### Information
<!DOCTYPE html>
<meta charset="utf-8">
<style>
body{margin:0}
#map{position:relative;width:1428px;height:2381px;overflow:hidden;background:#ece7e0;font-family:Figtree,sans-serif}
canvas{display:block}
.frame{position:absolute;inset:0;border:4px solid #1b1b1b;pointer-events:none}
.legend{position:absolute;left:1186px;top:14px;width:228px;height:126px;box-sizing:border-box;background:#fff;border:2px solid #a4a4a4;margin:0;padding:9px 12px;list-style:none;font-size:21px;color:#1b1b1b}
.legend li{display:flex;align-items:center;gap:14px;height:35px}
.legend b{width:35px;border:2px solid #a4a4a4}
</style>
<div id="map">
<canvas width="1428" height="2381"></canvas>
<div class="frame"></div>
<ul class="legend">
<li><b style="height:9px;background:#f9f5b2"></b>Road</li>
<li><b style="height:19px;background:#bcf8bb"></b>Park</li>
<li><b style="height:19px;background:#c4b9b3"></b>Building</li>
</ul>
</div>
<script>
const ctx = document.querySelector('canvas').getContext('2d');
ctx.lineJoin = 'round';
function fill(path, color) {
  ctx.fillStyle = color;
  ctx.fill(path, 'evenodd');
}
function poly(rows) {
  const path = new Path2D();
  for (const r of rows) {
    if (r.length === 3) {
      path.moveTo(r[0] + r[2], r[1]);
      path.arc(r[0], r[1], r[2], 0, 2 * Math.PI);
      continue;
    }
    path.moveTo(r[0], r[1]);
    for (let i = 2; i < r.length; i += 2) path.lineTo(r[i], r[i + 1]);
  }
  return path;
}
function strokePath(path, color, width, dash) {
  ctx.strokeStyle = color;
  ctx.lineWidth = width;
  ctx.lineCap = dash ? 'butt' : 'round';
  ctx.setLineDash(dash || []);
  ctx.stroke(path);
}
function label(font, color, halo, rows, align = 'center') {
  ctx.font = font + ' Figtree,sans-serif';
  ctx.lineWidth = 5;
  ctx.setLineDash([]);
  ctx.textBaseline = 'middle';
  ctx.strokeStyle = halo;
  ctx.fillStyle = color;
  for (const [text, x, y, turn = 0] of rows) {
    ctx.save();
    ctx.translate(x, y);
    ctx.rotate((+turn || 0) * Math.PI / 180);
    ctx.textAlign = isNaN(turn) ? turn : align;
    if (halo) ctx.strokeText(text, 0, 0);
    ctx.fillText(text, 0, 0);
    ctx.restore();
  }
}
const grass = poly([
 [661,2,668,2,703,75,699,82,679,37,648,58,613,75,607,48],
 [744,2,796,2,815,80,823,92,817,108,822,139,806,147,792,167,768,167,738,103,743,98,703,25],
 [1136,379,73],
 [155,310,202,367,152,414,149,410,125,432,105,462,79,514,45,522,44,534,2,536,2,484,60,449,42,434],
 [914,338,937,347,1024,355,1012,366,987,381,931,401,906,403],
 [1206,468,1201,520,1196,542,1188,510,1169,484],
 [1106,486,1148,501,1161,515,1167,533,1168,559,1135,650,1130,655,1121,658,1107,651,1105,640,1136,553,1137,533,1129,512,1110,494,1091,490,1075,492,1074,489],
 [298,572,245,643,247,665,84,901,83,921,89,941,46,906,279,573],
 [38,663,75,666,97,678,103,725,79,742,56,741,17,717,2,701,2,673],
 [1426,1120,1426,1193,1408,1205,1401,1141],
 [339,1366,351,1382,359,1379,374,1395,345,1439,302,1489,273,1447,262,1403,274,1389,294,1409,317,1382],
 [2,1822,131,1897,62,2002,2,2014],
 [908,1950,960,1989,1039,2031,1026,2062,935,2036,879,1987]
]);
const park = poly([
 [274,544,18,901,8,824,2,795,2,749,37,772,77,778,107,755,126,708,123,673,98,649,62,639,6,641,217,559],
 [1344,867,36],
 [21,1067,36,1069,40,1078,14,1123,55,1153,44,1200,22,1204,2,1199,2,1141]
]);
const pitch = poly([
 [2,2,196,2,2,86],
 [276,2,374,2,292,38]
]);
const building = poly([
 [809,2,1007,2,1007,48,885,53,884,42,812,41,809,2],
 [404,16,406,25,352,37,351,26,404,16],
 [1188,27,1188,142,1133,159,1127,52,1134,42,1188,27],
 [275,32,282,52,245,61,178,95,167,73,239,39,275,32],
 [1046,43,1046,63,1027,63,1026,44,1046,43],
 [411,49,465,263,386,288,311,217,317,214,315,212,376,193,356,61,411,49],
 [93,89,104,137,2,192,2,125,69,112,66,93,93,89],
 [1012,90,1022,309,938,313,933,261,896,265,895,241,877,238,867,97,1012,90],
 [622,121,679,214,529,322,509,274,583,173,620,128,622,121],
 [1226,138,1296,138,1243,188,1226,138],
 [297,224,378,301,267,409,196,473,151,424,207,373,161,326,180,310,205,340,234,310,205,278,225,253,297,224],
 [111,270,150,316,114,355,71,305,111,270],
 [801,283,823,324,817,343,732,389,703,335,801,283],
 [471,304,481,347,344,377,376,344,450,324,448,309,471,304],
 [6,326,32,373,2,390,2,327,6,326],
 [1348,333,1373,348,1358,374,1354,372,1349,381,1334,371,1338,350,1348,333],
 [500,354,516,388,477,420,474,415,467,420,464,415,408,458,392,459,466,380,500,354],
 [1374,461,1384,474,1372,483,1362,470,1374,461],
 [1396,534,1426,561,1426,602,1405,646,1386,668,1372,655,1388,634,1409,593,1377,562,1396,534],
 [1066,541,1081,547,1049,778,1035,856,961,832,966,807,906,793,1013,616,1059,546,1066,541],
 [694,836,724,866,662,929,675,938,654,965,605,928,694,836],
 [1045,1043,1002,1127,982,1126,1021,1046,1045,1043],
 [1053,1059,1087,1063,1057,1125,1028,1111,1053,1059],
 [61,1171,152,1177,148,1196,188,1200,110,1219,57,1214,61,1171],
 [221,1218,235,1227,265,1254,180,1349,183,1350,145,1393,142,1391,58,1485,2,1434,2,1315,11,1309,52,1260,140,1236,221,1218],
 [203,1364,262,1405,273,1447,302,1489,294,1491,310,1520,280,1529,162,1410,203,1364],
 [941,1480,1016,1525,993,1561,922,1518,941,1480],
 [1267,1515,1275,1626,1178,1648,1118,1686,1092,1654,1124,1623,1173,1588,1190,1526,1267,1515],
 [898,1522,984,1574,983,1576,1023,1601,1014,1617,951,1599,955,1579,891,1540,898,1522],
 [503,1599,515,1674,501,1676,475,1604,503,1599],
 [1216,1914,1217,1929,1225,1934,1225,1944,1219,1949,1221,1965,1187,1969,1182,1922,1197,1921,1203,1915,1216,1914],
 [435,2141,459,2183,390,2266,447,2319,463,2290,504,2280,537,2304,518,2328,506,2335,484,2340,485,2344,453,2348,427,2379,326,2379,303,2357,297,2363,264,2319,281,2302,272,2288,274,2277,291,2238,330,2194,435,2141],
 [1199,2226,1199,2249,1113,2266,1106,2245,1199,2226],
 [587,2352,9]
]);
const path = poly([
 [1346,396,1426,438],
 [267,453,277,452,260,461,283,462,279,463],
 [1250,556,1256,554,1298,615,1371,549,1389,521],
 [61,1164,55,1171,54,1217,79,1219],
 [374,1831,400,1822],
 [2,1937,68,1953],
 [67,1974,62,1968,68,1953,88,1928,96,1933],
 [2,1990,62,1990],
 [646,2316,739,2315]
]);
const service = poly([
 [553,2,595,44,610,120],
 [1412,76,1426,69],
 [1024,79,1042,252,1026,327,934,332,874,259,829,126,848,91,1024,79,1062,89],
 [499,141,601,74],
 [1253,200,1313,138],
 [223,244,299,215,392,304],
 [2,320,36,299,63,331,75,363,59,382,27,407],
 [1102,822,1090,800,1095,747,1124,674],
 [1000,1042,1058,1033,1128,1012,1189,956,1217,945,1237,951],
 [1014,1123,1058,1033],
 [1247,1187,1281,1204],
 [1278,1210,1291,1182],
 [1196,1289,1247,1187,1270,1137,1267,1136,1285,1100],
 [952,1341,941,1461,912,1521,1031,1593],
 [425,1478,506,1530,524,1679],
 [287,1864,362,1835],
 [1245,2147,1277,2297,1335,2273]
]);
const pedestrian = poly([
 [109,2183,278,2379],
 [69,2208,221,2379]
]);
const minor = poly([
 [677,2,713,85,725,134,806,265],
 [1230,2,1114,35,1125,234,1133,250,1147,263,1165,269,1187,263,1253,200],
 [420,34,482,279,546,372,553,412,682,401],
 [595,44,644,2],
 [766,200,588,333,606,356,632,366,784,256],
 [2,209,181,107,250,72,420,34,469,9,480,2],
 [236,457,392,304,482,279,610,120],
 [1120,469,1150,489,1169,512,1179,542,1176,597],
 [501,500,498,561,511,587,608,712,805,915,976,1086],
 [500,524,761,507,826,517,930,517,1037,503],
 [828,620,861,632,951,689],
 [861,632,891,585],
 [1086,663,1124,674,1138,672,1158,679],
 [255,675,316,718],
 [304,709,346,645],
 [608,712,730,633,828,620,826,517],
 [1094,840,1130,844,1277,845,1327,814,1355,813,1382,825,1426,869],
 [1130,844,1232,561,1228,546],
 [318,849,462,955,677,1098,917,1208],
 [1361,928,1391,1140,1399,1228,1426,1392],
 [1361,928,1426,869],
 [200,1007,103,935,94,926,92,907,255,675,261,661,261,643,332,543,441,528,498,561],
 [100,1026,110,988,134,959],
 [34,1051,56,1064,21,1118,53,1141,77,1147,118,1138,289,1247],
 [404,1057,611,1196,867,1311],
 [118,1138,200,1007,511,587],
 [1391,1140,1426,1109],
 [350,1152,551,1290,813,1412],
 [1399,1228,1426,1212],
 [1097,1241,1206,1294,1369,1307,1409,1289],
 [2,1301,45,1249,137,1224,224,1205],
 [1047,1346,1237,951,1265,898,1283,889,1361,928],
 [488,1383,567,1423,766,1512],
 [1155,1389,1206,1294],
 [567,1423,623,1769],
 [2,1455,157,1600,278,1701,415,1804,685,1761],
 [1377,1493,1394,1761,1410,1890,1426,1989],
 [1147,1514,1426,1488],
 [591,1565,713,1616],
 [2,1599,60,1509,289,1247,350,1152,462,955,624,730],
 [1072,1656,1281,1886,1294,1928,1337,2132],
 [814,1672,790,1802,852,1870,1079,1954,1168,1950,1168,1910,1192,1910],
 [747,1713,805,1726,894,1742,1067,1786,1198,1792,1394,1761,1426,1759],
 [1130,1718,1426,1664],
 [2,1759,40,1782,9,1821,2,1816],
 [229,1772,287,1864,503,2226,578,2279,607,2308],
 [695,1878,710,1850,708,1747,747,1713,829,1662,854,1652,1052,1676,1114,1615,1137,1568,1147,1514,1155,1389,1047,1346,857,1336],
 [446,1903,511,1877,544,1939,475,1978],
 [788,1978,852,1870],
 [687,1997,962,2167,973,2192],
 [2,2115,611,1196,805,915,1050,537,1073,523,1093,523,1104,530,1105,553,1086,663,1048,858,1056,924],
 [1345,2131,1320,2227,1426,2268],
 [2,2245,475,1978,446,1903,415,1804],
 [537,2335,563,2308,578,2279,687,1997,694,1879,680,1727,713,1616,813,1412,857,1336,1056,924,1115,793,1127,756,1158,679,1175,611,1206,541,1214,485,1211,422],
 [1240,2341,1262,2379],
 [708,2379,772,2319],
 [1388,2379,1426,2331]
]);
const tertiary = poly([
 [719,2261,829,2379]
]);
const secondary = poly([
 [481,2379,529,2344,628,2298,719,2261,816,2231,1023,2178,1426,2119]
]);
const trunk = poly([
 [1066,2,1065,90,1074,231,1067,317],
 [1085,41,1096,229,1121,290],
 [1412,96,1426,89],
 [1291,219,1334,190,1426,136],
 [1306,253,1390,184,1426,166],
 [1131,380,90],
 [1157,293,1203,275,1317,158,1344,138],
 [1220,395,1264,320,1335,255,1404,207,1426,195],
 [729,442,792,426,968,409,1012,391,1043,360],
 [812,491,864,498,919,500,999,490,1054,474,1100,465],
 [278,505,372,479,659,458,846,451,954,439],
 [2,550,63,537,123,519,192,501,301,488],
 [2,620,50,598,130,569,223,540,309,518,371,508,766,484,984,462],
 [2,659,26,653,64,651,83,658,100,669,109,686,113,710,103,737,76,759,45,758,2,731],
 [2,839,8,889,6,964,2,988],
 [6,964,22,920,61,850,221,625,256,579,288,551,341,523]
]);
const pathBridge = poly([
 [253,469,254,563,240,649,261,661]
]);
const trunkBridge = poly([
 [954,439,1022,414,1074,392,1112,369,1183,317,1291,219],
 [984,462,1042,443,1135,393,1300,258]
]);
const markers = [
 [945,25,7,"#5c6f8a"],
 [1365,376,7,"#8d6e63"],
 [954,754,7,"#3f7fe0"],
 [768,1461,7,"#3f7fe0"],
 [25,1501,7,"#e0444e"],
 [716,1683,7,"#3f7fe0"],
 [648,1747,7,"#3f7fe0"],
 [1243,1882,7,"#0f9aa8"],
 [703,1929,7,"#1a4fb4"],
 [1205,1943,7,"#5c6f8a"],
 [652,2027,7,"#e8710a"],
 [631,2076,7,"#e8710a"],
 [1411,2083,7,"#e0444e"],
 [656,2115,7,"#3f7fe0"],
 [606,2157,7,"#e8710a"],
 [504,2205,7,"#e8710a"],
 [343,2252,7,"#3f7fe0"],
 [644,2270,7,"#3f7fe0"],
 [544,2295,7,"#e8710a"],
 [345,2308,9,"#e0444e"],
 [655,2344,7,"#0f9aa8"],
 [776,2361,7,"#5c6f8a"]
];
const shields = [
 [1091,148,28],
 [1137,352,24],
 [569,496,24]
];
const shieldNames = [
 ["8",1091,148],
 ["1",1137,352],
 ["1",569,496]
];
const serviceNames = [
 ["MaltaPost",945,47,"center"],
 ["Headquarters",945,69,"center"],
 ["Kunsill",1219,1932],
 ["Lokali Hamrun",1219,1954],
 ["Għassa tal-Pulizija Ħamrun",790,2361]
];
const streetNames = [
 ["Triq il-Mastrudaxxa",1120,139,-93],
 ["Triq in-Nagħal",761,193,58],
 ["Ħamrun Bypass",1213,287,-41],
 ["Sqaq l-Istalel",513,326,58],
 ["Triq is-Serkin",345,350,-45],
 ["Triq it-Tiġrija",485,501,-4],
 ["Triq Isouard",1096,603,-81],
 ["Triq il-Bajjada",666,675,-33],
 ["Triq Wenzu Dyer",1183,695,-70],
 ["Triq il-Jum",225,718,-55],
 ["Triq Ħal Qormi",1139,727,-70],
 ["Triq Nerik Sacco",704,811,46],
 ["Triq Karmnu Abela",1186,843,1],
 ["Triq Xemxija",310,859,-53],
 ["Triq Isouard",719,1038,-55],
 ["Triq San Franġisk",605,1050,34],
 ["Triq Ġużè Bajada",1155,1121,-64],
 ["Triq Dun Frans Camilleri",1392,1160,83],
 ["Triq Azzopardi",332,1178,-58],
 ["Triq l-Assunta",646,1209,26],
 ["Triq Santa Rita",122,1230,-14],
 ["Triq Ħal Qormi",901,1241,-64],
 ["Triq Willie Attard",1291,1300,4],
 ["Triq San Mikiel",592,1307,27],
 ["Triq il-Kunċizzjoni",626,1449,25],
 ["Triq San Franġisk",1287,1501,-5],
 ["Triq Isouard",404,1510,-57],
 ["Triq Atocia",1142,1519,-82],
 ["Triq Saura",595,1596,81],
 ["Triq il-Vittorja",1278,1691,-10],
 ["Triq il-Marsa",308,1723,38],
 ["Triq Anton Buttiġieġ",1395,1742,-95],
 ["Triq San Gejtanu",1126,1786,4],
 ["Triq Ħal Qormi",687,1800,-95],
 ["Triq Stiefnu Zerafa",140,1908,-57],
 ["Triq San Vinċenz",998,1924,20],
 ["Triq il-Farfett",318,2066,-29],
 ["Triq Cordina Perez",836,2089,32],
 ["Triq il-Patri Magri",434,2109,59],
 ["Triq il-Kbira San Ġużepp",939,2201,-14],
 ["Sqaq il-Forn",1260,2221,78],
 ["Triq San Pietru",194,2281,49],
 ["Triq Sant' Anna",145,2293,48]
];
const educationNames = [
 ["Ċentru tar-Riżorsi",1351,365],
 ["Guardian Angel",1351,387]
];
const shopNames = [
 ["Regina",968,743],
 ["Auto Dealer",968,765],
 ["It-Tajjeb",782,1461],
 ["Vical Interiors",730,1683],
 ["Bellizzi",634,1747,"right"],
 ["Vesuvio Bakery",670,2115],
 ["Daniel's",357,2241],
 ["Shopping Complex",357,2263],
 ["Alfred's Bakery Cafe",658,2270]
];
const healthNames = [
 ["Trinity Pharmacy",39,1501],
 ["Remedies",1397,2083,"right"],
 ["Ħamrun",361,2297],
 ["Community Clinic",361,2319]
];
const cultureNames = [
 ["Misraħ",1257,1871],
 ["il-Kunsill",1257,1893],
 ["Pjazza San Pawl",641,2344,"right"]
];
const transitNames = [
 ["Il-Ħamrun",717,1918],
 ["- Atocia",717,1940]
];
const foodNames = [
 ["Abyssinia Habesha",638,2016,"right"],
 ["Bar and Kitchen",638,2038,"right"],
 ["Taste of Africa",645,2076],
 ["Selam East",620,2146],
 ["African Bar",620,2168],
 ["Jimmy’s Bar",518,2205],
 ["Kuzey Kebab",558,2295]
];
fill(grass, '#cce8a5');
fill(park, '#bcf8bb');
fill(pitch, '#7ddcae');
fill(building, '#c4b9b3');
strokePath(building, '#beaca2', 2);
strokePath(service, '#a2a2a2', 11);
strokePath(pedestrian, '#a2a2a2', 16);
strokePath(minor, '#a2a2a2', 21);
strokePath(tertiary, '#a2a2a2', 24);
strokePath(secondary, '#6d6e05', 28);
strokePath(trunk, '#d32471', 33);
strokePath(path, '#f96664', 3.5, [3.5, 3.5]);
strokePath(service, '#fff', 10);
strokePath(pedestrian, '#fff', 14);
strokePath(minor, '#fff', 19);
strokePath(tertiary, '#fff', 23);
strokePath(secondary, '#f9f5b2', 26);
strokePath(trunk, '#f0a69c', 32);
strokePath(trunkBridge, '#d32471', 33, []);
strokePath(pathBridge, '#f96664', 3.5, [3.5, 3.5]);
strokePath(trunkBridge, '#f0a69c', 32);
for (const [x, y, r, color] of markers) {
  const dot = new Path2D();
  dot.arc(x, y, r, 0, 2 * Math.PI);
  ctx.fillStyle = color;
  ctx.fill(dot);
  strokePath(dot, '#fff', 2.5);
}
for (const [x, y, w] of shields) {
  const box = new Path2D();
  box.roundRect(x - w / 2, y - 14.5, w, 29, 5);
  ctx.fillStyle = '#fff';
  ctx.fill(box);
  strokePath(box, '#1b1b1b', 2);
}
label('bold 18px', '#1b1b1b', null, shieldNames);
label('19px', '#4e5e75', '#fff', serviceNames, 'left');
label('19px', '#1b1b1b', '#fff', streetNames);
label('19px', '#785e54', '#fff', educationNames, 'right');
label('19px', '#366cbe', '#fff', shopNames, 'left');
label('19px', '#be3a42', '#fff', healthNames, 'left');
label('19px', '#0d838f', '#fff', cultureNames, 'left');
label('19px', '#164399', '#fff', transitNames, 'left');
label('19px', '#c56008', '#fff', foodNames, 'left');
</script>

### Activity
Please state how many lines of the data hold the string "Math", with nothing else in your reply.

### Solved exercise
3